* Work order
Include the line containing "filter:drop-shadow(0 0 2px" and all lines before it, repeated exactly from the listing below, without pictures.

* The data
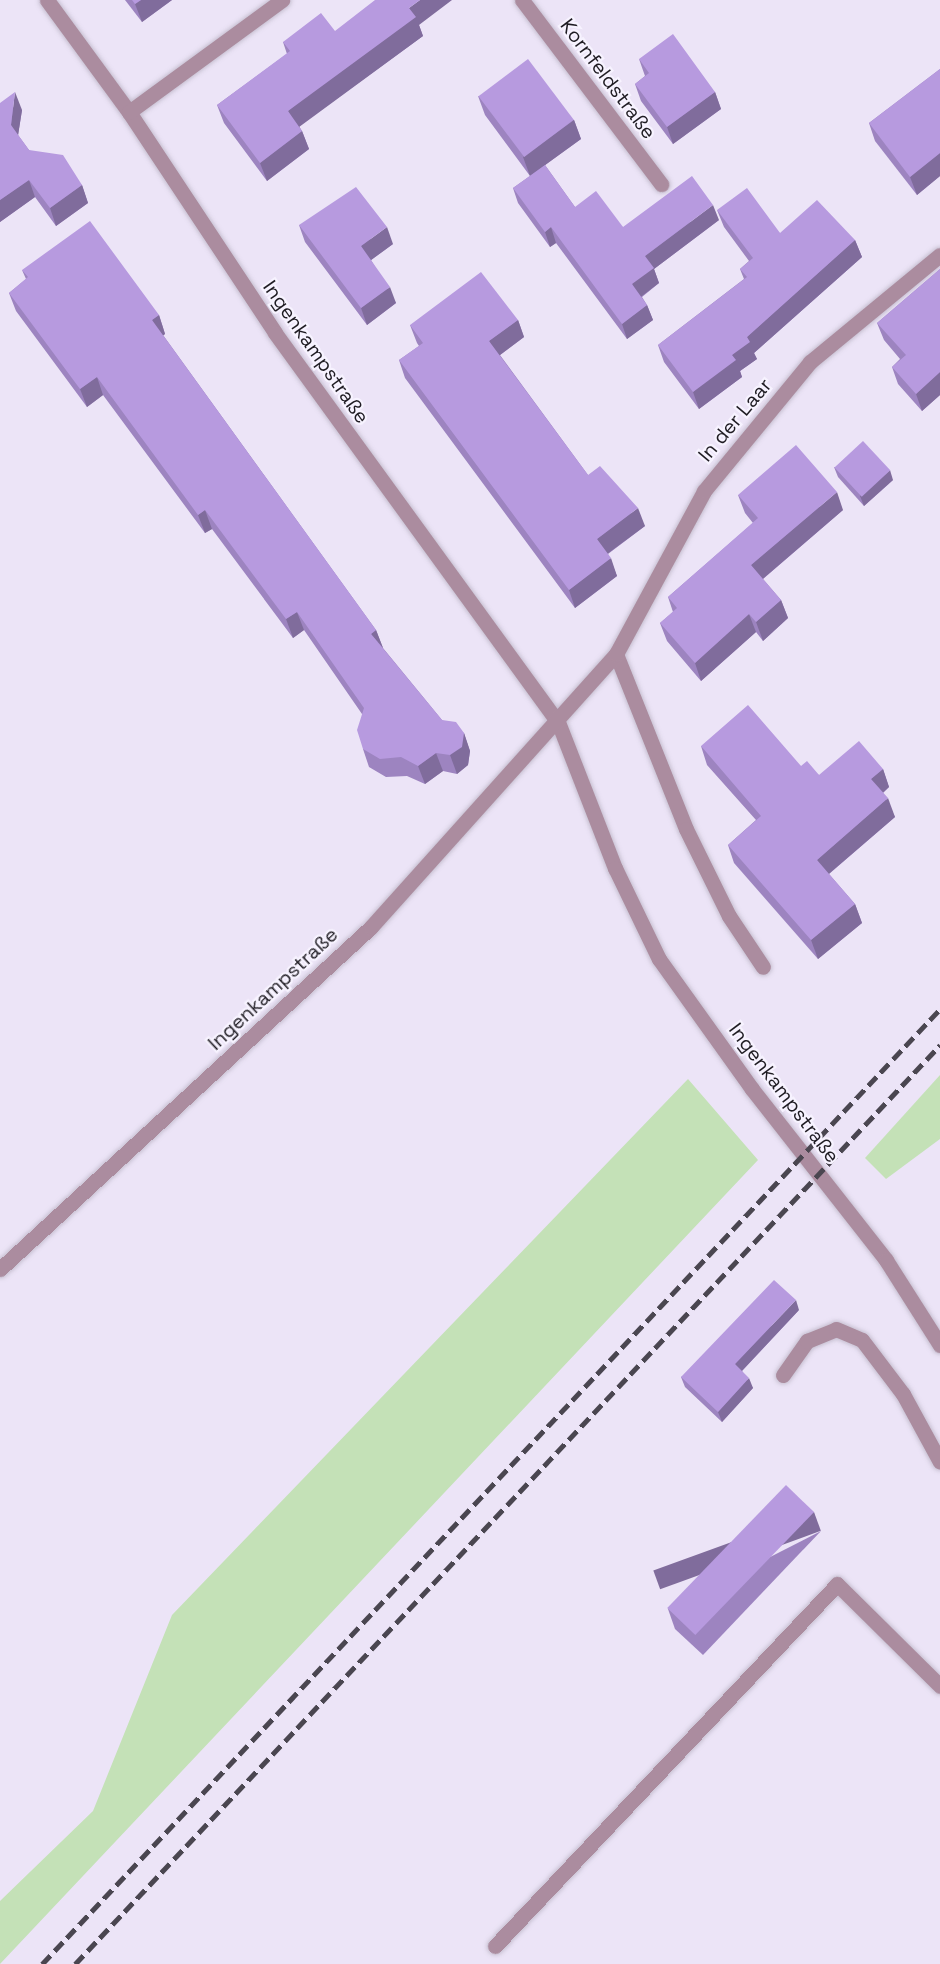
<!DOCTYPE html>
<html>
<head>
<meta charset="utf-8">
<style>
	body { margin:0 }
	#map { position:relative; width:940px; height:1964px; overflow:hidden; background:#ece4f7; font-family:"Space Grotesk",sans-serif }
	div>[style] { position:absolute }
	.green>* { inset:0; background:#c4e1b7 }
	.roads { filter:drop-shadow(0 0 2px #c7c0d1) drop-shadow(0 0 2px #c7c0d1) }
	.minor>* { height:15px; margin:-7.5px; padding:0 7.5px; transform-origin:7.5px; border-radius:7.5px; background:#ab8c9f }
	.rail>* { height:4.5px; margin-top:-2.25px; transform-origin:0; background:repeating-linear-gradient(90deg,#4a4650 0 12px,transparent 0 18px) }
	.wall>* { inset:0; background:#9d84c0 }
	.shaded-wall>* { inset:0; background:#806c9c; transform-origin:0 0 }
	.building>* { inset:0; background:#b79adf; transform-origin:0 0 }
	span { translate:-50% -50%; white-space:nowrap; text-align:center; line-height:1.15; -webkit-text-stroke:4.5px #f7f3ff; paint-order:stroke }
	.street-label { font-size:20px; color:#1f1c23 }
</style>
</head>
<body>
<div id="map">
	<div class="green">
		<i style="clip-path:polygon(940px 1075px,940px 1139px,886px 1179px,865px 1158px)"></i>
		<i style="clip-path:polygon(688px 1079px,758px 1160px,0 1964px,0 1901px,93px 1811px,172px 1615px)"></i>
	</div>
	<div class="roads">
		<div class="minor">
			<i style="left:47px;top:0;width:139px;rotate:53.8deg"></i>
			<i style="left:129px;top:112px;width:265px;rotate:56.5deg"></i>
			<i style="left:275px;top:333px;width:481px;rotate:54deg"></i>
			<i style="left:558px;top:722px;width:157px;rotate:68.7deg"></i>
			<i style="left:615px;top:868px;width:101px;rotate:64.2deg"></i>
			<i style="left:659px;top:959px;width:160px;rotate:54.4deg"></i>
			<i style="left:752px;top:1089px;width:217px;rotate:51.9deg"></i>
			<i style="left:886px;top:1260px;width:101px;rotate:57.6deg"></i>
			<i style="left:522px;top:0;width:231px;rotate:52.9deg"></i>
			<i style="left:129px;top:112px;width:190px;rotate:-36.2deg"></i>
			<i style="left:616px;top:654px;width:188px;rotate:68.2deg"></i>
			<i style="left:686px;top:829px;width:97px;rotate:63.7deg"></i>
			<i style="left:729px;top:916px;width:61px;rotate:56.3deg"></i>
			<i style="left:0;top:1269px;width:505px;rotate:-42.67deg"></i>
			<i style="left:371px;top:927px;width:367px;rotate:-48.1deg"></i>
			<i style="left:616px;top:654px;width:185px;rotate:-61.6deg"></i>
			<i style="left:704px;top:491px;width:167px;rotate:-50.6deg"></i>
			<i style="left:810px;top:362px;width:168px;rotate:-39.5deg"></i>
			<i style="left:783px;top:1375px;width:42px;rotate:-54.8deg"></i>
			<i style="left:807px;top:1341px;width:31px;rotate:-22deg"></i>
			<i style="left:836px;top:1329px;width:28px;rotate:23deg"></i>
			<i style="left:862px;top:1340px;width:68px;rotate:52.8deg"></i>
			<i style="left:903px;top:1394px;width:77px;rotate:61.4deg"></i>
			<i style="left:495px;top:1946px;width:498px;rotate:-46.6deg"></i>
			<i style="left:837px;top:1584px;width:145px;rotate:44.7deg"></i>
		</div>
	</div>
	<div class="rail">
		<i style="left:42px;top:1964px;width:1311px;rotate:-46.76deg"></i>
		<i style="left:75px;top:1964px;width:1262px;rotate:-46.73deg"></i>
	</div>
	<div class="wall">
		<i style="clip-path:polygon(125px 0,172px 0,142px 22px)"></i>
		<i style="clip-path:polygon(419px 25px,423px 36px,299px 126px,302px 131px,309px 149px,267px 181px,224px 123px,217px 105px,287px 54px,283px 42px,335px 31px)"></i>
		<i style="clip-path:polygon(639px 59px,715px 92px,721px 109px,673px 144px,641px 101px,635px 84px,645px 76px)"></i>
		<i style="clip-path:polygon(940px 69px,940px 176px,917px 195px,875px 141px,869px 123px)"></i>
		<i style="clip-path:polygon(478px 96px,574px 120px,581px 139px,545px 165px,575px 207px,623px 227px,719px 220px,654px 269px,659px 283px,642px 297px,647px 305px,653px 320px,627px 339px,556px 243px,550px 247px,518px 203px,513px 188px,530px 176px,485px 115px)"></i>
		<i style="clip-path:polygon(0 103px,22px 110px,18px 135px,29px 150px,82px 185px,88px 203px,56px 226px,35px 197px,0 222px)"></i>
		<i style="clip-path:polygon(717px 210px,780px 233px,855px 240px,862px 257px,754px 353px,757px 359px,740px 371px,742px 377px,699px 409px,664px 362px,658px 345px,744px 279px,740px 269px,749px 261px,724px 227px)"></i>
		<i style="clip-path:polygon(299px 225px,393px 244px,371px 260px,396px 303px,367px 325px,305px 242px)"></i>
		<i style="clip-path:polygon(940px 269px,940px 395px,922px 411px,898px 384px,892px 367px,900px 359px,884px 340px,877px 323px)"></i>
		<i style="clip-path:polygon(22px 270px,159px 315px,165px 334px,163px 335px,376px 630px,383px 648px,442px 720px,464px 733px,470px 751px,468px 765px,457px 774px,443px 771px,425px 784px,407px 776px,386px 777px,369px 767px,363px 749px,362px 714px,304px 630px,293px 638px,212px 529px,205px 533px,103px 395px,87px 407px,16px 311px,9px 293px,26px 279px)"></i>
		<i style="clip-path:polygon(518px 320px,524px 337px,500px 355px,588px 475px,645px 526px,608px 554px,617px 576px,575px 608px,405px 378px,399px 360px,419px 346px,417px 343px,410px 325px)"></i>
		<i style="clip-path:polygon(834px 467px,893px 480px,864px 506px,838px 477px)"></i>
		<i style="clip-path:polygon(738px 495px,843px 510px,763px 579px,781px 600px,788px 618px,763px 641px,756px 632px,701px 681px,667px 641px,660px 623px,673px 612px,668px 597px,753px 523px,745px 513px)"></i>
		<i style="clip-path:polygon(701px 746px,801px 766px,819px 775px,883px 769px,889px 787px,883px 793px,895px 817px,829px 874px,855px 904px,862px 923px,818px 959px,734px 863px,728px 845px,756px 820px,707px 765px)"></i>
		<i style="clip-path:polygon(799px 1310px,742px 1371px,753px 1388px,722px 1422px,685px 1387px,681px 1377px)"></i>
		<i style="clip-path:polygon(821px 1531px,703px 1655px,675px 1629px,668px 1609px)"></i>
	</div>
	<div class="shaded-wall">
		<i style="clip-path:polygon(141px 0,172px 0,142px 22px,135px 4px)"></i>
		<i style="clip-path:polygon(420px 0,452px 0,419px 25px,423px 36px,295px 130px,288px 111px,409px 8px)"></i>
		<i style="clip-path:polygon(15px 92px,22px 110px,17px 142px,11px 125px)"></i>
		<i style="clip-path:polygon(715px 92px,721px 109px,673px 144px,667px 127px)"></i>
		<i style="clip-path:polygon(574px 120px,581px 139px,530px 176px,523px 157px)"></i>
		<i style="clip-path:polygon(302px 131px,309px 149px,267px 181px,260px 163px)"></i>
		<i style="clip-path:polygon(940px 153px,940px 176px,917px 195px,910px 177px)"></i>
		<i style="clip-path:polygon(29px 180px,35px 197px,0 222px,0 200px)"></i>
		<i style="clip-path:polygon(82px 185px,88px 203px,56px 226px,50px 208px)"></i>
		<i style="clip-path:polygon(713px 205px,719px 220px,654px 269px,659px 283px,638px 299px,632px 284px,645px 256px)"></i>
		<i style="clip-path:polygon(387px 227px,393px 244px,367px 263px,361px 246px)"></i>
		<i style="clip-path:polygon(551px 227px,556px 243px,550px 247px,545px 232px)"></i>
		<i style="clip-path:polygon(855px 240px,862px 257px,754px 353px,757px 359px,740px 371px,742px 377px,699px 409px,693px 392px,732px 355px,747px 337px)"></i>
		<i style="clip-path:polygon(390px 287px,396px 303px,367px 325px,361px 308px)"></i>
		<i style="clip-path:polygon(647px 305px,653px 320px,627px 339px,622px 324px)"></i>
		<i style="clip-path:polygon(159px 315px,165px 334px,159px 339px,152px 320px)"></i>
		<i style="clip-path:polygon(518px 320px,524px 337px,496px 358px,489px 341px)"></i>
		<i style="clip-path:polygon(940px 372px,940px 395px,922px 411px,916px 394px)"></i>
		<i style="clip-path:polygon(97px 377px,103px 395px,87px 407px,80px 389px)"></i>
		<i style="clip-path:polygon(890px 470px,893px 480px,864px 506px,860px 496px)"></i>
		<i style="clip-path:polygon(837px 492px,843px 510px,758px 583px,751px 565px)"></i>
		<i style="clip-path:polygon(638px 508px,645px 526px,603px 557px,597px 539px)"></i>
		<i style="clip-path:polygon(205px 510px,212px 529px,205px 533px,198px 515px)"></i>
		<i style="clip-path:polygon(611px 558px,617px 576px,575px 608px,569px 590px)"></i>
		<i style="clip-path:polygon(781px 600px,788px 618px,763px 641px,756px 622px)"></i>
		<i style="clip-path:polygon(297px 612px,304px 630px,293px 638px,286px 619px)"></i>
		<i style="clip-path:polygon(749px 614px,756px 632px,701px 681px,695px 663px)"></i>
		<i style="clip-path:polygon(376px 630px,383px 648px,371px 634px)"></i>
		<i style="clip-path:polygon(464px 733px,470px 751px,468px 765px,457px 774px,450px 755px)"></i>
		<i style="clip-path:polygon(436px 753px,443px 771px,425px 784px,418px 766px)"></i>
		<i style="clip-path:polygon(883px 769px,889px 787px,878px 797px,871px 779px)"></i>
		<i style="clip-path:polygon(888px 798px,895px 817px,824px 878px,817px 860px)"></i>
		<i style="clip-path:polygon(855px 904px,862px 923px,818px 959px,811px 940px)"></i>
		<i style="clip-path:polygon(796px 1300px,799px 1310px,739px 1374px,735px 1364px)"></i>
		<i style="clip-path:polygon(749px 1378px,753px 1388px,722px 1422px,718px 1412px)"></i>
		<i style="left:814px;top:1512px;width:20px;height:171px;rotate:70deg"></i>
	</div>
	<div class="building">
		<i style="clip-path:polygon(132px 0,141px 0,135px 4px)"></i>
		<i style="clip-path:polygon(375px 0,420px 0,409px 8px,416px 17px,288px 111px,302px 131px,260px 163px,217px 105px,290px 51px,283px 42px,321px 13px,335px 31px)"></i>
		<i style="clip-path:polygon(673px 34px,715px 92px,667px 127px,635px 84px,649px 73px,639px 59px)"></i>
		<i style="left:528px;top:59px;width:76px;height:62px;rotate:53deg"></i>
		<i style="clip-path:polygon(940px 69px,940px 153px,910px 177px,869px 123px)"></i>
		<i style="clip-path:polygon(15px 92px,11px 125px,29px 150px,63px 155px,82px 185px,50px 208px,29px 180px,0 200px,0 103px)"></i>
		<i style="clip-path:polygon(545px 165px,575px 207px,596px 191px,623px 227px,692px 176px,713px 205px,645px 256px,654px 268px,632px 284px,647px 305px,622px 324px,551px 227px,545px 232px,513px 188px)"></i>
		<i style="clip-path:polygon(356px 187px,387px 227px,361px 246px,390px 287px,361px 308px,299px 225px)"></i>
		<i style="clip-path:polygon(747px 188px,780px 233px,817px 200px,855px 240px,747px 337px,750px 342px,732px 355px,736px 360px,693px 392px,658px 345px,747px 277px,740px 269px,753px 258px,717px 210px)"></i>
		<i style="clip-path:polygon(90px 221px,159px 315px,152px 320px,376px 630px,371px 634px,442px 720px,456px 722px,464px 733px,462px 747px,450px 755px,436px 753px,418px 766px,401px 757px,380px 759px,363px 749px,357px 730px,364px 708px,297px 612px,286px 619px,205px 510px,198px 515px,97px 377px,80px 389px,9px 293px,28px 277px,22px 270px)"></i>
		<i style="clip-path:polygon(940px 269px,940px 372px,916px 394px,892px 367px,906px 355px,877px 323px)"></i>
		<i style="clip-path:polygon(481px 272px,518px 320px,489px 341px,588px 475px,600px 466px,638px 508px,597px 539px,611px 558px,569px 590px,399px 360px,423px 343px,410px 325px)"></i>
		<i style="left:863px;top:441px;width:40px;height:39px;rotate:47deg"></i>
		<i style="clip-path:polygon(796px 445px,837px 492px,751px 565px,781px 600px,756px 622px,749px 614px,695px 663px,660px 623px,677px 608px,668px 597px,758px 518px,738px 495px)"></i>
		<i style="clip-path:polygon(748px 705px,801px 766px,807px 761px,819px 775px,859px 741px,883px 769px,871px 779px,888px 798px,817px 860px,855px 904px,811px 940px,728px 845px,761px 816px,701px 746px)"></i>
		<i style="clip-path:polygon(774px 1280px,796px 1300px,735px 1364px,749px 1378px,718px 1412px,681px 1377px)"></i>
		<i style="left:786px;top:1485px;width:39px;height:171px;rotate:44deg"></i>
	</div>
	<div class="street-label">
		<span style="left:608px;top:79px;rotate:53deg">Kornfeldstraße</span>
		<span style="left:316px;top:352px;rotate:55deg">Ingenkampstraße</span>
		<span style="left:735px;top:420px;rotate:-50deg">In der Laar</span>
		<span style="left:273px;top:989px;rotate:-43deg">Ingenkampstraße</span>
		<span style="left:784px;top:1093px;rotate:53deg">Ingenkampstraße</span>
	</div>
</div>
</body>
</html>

* Problem solution
<!DOCTYPE html>
<html>
<head>
<meta charset="utf-8">
<style>
	body { margin:0 }
	#map { position:relative; width:940px; height:1964px; overflow:hidden; background:#ece4f7; font-family:"Space Grotesk",sans-serif }
	div>[style] { position:absolute }
	.green>* { inset:0; background:#c4e1b7 }
	.roads { filter:drop-shadow(0 0 2px #c7c0d1) drop-shadow(0 0 2px #c7c0d1) }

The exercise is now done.